→ **Collected data entries**:
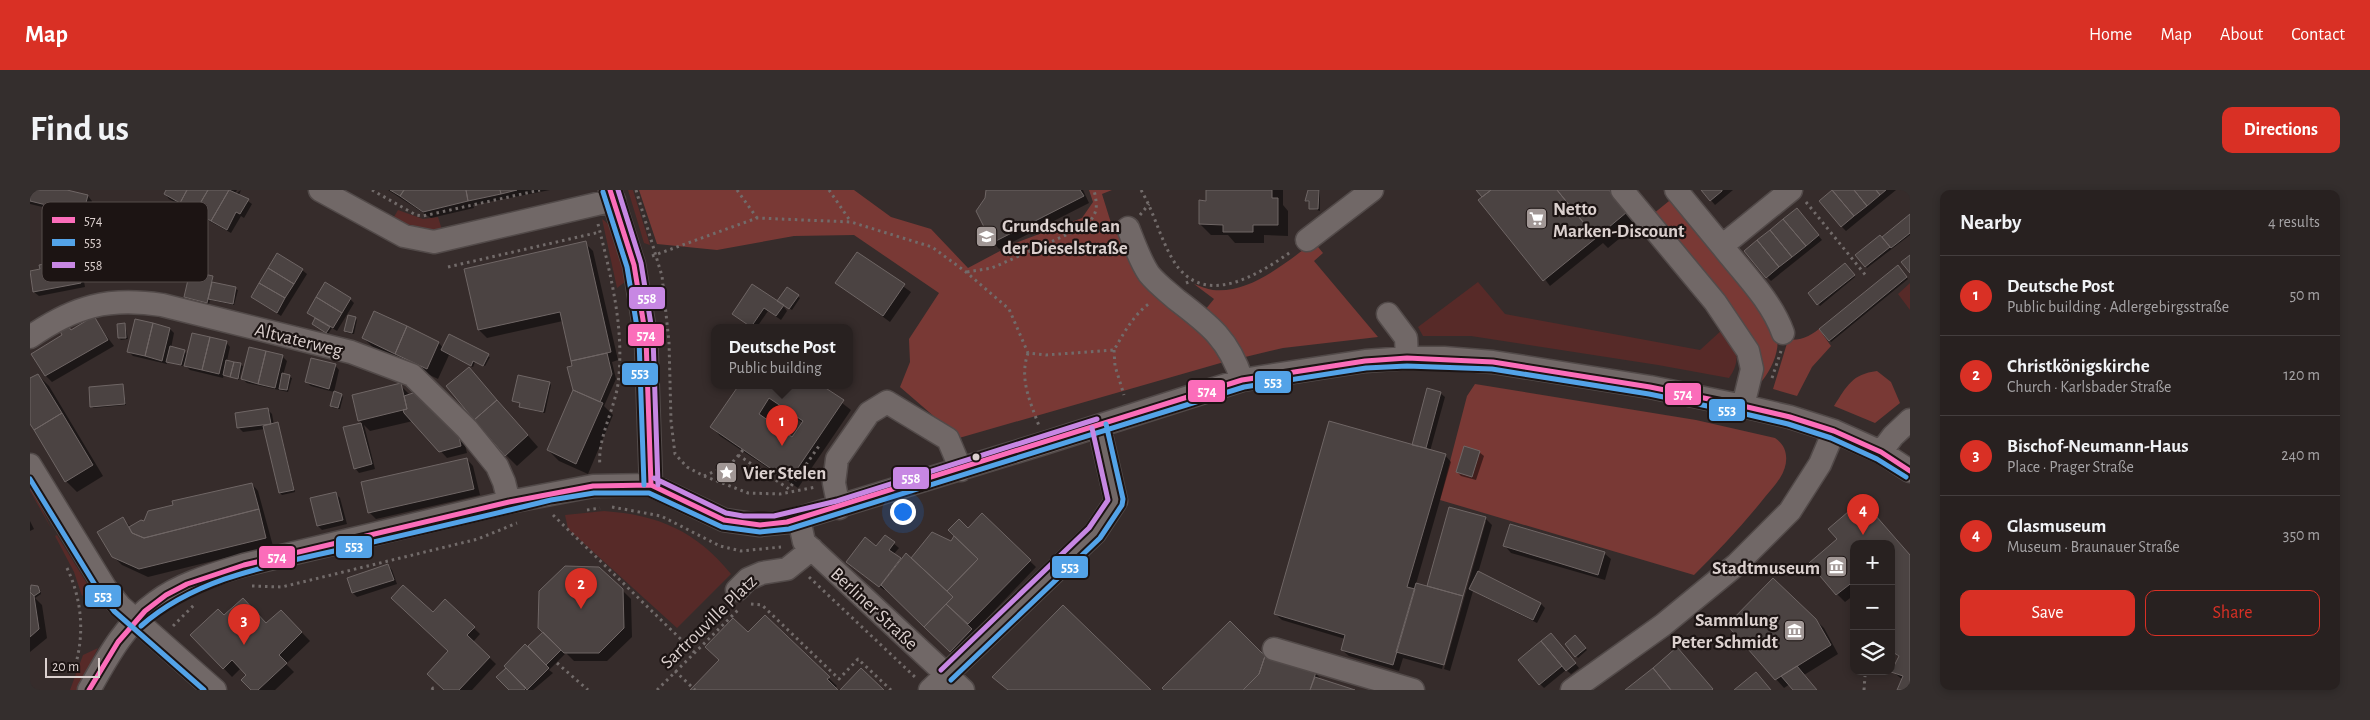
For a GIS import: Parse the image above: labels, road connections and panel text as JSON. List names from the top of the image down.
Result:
{
  "streets": {
    "street": ["Altvaterweg", "Berliner Straße"],
    "path": ["Sartrouville Platz"]
  },
  "places": {
    "supermarket": ["Netto Marken-Discount"],
    "school or university": ["Grundschule an der Dieselstraße"],
    "place": ["Vier Stelen"],
    "museum": ["Stadtmuseum", "Sammlung Peter Schmidt"]
  },
  "lines": ["transit line 574", "transit line 558", "transit line 553"],
  "legend": ["574", "553", "558"],
  "scale_bar": "20 m",
  "page": {
    "header": "Map",
    "nav": [
      "Home",
      "Map",
      "About",
      "Contact"
    ],
    "buttons": [
      "Directions",
      ["Save", "Share"]
    ],
    "title": "Find us",
    "heading": ["Nearby", "4 results"],
    "list": [
      {
        "mark": "1",
        "name": "Deutsche Post",
        "note": "Public building · Adlergebirgsstraße",
        "value": "50 m"
      },
      {
        "mark": "2",
        "name": "Christkönigskirche",
        "note": "Church · Karlsbader Straße",
        "value": "120 m"
      },
      {
        "mark": "3",
        "name": "Bischof-Neumann-Haus",
        "note": "Place · Prager Straße",
        "value": "240 m"
      },
      {
        "mark": "4",
        "name": "Glasmuseum",
        "note": "Museum · Braunauer Straße",
        "value": "350 m"
      }
    ],
    "popup": ["Deutsche Post", "Public building"],
    "pins": [
      "1",
      "4",
      "2",
      "3"
    ],
    "map_buttons": ["+", "−"],
    "scale": "20 m"
  }
}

→ **Work task**: All records above are to be printed exactly, minus the pictures they contain.

→ **Answer area**:
For a GIS import: Parse the image above: labels, road connections and panel text as JSON. List names from the top of the image down.
Result:
{
  "streets": {
    "street": ["Altvaterweg", "Berliner Straße"],
    "path": ["Sartrouville Platz"]
  },
  "places": {
    "supermarket": ["Netto Marken-Discount"],
    "school or university": ["Grundschule an der Dieselstraße"],
    "place": ["Vier Stelen"],
    "museum": ["Stadtmuseum", "Sammlung Peter Schmidt"]
  },
  "lines": ["transit line 574", "transit line 558", "transit line 553"],
  "legend": ["574", "553", "558"],
  "scale_bar": "20 m",
  "page": {
    "header": "Map",
    "nav": [
      "Home",
      "Map",
      "About",
      "Contact"
    ],
    "buttons": [
      "Directions",
      ["Save", "Share"]
    ],
    "title": "Find us",
    "heading": ["Nearby", "4 results"],
    "list": [
      {
        "mark": "1",
        "name": "Deutsche Post",
        "note": "Public building · Adlergebirgsstraße",
        "value": "50 m"
      },
      {
        "mark": "2",
        "name": "Christkönigskirche",
        "note": "Church · Karlsbader Straße",
        "value": "120 m"
      },
      {
        "mark": "3",
        "name": "Bischof-Neumann-Haus",
        "note": "Place · Prager Straße",
        "value": "240 m"
      },
      {
        "mark": "4",
        "name": "Glasmuseum",
        "note": "Museum · Braunauer Straße",
        "value": "350 m"
      }
    ],
    "popup": ["Deutsche Post", "Public building"],
    "pins": [
      "1",
      "4",
      "2",
      "3"
    ],
    "map_buttons": ["+", "−"],
    "scale": "20 m"
  }
}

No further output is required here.